(DATA PROVIDED begins)

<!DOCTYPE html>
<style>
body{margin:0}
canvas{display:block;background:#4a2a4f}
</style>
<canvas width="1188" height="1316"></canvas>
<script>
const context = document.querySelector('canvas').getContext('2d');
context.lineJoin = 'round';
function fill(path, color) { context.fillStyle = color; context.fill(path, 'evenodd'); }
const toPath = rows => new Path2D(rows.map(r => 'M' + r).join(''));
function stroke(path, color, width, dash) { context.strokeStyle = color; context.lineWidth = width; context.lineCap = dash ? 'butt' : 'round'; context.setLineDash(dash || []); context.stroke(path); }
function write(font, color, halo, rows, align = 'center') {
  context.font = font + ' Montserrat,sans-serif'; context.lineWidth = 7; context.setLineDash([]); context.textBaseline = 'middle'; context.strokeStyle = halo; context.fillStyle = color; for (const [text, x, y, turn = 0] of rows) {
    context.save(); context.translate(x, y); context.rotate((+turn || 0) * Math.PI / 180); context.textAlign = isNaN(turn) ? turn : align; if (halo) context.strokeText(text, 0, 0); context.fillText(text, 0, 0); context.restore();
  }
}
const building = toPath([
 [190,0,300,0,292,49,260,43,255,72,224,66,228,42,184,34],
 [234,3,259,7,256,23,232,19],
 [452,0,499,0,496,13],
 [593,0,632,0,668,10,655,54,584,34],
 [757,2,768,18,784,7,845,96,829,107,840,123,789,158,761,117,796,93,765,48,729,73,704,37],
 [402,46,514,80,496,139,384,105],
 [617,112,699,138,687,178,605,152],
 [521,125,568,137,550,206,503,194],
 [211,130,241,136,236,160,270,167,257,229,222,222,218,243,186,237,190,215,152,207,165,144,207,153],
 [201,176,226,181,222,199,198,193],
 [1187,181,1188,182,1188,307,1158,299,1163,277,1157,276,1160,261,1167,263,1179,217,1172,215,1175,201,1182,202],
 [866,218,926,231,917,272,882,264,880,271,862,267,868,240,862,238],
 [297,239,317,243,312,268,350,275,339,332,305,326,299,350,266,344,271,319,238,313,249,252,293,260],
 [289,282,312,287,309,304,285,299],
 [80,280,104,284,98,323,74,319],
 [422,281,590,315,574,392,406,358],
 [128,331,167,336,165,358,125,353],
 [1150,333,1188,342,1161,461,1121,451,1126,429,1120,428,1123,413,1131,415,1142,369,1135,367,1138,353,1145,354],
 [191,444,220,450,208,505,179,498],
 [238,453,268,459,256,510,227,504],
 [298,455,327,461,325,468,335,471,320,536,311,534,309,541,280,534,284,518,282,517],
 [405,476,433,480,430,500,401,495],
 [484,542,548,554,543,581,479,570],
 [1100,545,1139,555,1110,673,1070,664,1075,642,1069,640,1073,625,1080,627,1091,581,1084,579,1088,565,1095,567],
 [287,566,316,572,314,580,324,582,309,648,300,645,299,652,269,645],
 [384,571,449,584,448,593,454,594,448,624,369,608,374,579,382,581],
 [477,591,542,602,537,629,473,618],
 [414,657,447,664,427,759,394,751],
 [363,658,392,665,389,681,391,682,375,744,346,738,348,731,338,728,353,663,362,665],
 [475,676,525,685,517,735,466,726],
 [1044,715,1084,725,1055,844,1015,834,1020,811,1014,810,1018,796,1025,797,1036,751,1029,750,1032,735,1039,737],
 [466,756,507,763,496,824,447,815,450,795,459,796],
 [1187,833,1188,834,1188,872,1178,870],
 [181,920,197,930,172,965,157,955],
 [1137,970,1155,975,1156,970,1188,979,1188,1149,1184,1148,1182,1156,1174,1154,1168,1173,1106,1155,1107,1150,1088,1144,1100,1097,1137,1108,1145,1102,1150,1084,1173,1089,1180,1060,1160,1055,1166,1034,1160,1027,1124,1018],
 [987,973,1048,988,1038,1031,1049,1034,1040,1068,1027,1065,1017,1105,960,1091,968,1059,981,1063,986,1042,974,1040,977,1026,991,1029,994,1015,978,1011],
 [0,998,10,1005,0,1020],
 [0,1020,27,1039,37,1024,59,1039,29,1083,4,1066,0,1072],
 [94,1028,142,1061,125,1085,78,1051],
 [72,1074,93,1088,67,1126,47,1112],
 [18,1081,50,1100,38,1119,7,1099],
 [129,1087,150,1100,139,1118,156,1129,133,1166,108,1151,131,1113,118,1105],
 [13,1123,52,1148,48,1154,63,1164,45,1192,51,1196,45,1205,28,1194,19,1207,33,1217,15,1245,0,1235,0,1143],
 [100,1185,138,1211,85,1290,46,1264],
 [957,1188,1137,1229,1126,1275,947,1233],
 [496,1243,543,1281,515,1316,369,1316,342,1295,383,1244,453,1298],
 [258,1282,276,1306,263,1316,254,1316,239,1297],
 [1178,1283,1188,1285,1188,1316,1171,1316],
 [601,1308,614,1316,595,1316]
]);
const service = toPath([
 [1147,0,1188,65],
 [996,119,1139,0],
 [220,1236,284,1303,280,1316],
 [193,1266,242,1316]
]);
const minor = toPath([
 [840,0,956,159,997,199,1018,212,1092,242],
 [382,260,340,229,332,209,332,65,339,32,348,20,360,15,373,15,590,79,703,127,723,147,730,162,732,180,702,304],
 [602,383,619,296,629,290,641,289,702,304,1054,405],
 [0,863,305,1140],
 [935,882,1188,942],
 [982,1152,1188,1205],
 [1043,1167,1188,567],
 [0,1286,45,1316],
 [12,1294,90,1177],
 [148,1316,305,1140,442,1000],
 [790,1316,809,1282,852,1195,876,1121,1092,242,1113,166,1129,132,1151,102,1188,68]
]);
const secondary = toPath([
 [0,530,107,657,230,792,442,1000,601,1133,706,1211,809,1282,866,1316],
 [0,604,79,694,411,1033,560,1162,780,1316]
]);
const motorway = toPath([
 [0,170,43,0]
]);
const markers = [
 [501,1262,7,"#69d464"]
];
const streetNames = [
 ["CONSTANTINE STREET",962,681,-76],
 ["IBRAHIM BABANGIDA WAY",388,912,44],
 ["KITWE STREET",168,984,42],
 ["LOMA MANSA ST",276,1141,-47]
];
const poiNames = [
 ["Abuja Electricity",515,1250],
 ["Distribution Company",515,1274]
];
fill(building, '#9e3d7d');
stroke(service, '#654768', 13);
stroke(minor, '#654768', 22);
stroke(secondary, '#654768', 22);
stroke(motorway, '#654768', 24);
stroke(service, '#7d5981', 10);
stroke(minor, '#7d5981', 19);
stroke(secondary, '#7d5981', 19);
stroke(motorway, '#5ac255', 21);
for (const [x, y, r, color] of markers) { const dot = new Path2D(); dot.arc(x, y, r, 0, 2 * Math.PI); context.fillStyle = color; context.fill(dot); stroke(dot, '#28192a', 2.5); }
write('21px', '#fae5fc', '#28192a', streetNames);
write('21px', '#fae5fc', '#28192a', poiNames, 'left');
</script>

(DATA PROVIDED ends)

INSTRUCTIONS FOR THE TASK: Taking the line with "for (const [x, y, r, color]" as the first, copy every line through the end of the entries above exactly, with no others.

SOLUTION TO THE PROBLEM:
for (const [x, y, r, color] of markers) { const dot = new Path2D(); dot.arc(x, y, r, 0, 2 * Math.PI); context.fillStyle = color; context.fill(dot); stroke(dot, '#28192a', 2.5); }
write('21px', '#fae5fc', '#28192a', streetNames);
write('21px', '#fae5fc', '#28192a', poiNames, 'left');
</script>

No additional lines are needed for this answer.